> Activity
Read the material below and count the lines holding the string "from". Give that count with nothing added.

> Data under study
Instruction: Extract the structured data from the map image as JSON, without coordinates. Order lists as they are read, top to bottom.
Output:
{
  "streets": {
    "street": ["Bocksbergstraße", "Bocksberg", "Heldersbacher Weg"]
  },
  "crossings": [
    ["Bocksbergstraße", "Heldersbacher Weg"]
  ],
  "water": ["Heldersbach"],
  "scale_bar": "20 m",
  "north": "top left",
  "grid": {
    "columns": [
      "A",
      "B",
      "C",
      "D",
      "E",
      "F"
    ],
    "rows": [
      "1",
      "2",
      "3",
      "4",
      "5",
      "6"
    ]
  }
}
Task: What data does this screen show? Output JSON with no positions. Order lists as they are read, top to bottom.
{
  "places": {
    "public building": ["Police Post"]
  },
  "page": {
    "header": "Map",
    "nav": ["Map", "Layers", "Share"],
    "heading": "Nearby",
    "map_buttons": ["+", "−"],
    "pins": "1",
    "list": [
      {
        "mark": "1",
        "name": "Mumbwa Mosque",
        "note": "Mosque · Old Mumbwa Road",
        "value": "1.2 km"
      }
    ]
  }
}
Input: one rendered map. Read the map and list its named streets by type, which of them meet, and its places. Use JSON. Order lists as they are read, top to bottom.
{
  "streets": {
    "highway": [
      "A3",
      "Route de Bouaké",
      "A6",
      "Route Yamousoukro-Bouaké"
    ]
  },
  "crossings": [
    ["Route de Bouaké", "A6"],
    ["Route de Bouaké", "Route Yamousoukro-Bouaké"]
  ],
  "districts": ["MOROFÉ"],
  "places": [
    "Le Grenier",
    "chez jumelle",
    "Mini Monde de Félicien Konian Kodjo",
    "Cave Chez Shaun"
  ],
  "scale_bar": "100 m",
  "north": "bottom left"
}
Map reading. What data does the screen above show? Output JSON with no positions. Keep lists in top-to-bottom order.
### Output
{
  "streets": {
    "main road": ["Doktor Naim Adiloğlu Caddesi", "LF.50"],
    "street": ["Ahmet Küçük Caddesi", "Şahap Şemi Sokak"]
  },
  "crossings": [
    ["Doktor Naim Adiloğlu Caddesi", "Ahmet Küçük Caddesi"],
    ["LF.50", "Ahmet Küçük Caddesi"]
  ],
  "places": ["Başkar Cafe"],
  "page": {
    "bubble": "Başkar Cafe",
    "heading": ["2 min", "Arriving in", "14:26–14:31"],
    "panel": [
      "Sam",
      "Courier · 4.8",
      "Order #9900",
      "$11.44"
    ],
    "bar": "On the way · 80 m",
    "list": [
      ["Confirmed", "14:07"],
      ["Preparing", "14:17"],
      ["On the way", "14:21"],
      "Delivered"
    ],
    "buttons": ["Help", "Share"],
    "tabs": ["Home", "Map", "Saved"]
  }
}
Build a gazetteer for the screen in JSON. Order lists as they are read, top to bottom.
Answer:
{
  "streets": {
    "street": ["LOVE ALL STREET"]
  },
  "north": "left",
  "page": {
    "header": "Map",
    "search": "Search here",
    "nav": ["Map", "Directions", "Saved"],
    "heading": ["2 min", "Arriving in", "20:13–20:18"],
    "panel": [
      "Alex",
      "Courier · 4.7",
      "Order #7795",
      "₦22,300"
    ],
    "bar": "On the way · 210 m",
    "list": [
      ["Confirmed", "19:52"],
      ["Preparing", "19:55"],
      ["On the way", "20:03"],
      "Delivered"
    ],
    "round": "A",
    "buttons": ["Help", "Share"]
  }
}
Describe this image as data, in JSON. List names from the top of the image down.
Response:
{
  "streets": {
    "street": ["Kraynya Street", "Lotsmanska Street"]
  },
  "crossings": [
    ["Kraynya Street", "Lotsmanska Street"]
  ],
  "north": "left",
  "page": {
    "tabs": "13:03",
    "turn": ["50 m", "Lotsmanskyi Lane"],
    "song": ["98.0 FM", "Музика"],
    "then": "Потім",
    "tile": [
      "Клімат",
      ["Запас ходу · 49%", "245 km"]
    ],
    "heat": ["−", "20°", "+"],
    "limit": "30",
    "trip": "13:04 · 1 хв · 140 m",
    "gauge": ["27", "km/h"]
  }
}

> Answer to this problem
2